About the Big Data Analytics research direction
The Big Data research subprogramme focuses on the research in efficient big data analysis, with special focus on identifying the limits of existing data analysis techniques, and guidance for the selection of the most efficient data analysis technique to each specific problem setup. Besides the benchmarks and comparative studies of existing data analysis techniques, new methods might be proposed to optimize the utilization of the infrastructure.
In the Big Data area, CERIT-SC aims to identify and validate the effectiveness and limitations of existing data analysis techniques when being applied to different datasets under various setups (e.g. given by the research question being answered for the specific dataset). Extensive attention is paid to extremely large datasets, which often require very simplistic techniques leveraging between analysis feasibility (e.g. response time, amount of used resources) and achievable information value.

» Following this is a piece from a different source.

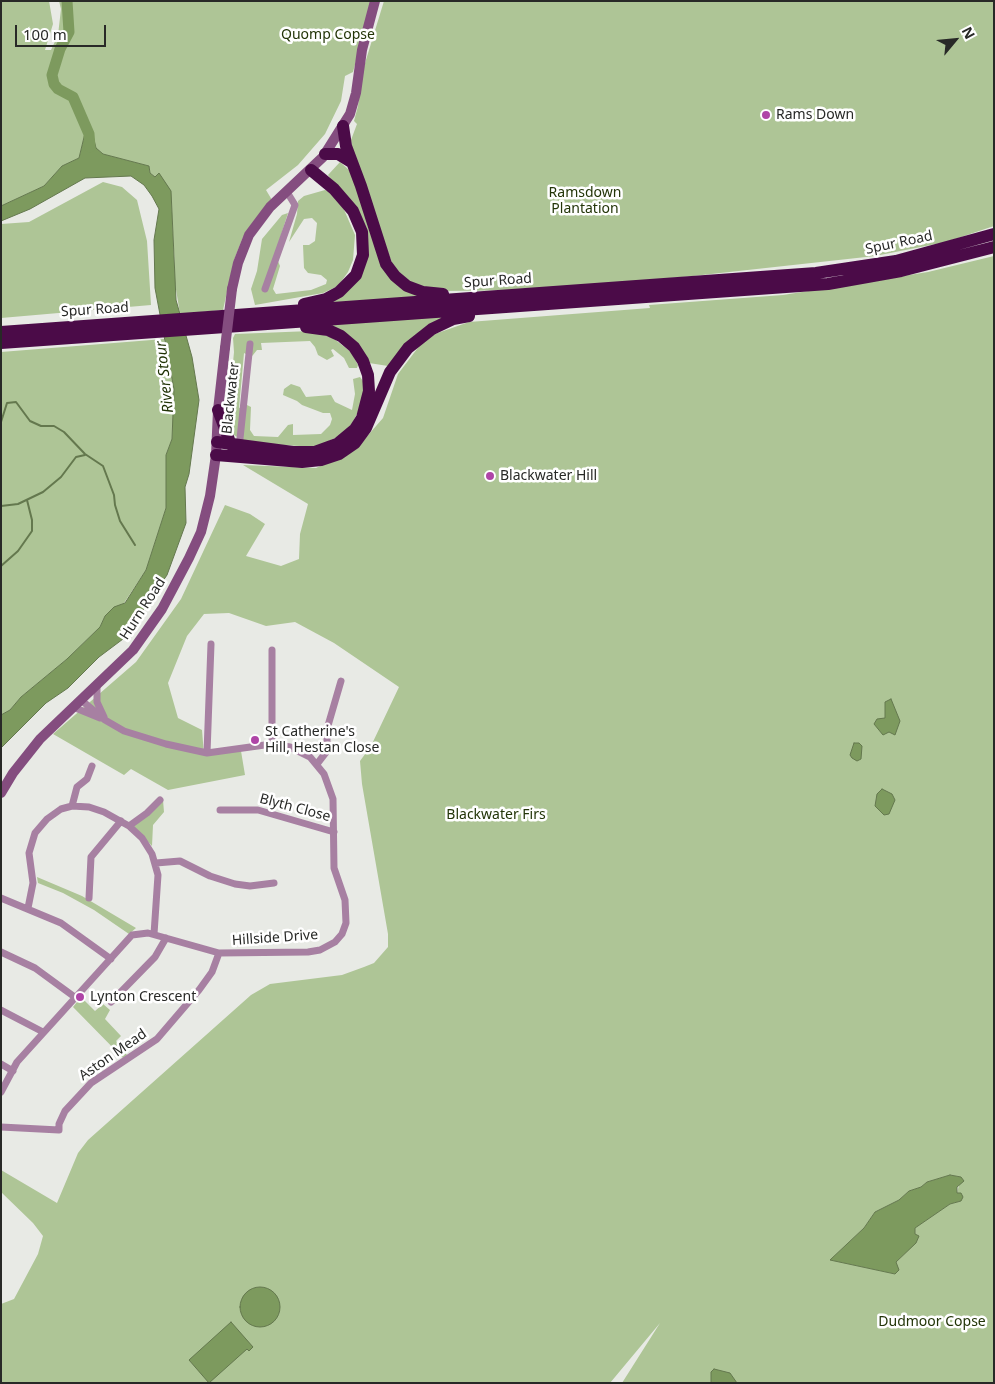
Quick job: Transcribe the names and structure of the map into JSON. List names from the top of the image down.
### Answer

The example domains include large networks of interconnected sensors (present for instance within the concept of Internet of Things), cybersecurity assurance and (cyber)crime detection (dealing with vast amounts of heterogeneous data), as well as various bioinformatics data portals and analyses (e.g., genome DNA/RNA sequencing and analyses).
Research topics
- Examination of existing data analysis algorithms and techniques
- Comparison of existing data analysis tools
- Architecture of data analysis infrastructure (tool composition)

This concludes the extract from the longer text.